PPACA defines a full-time employee as one who is employed on average at least 30 hours per week. This definition is significant for several reasons under the Act. First, only employers who employ 50 or more full-time equivalent employees are subject to the “shared responsibility” penalties that take effect in 2014. Secondly, the shared responsibility penalties are only triggered if an employer has a full-time employee who is certified to receive a premium tax credit or cost-sharing reduction due to the employer’s failure to provide affordable coverage that meets minimum value requirements. Finally, the 90-day maximum waiting period for coverage that takes effect in 2014 only applies to full-time employees.

 Since so much under PPACA turns on an employee’s “full-time” status, it is critical for employers to understand which of their employees fall under this classification. Employers do not always know whether an employee will regularly work 30 hours per week at the time of hire – particularly in the case of seasonal and variable hour employees. On August 31, 2012, the IRS issued Notice 2012-58 to clarify how these situations should be handled. In brief, an employer may use an “initial measurement period” of between 3 to 12 months to determine whether a newly hired seasonal or variable hour employee has worked an average of 30 hours per week. Upon making this determination, the new employee’s coverage status remains in effect for the duration of a “stability period.” A new employee’s initial stability period may not be more than one month longer than the initial measurement period. Under the guidance, an “ongoing employee’s” full-time status is thereafter subject to redetermination under similar measurement rules. Of course, if an employee is expected to regularly work full-time when hired, the 90-day maximum waiting period that takes effect in 2014 applies.

 Is Your Coverage “Affordable” and of “Minimum Value”?

The “shared responsibility” penalties apply to employers with over 50 employees that either do not offer health coverage or offer coverage that is either not “affordable” or does not provide “minimum value” under PPACA. Although these penalties are not scheduled to take effect until 2014, it may take some time for employers to weigh their options and plan accordingly. Coverage that costs an employee over 9.5% of his or her gross household income is not considered affordable under PPACA. One question that remains unanswered at this point is how an employer is to determine an employee’s gross household income since that amount will presumably include income from dependents as well as non-wage income. The DOL has announced that coverage costing an employee no more than 9.5% of his or her wage earnings will fall under an affordability “safe harbor.” This may lead some employers to set employee health care contributions as a percentage of their earnings rather than as a percentage of the premium cost or fixed amount.

 In order for a plan to be of “minimum value”, it must offer “minimum essential coverage” and the plan must pay at least 60% of covered expenses. The federal agencies have yet to issue comprehensive guidance on these key concepts; however, as employers consider changes to their health plans, they must keep minimum essential benefits, minimum value and affordability in mind.

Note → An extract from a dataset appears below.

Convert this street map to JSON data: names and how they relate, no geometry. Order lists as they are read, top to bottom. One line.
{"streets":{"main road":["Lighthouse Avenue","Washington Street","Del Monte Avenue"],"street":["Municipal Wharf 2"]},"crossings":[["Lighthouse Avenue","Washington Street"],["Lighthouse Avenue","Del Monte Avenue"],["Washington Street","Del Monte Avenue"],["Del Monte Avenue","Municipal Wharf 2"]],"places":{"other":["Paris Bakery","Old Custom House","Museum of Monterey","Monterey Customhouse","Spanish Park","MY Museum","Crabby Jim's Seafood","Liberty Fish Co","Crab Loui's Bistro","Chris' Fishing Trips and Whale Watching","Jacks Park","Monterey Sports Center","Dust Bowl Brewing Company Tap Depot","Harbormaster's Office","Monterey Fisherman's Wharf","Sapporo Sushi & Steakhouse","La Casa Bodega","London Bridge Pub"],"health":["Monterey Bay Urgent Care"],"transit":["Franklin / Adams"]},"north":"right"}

 Will Your Health FSA Be Ready for 2013 Changes?

Effective for plan years beginning in 2013, health FSA plans may only reimburse up to $2500 in qualifying expenses per participating employee. Employers offering health FSA plans will have until December 31, 2014 to amend their plans to reflect this new limit. This change, in combination with PPACA’s already-effective prohibition on reimbursement for non-prescribed over-the-counter medications, will likely steer more employers away from health FSAs and toward other types of consumer-directed health plans, such as HRAs and HSAs.

 PPACA compliance has become a time-consuming responsibility for many HR and benefits professionals. Companies that are ready to tackle these five issues will be well-positioned to take on the major changes that are scheduled to take effect in 2014.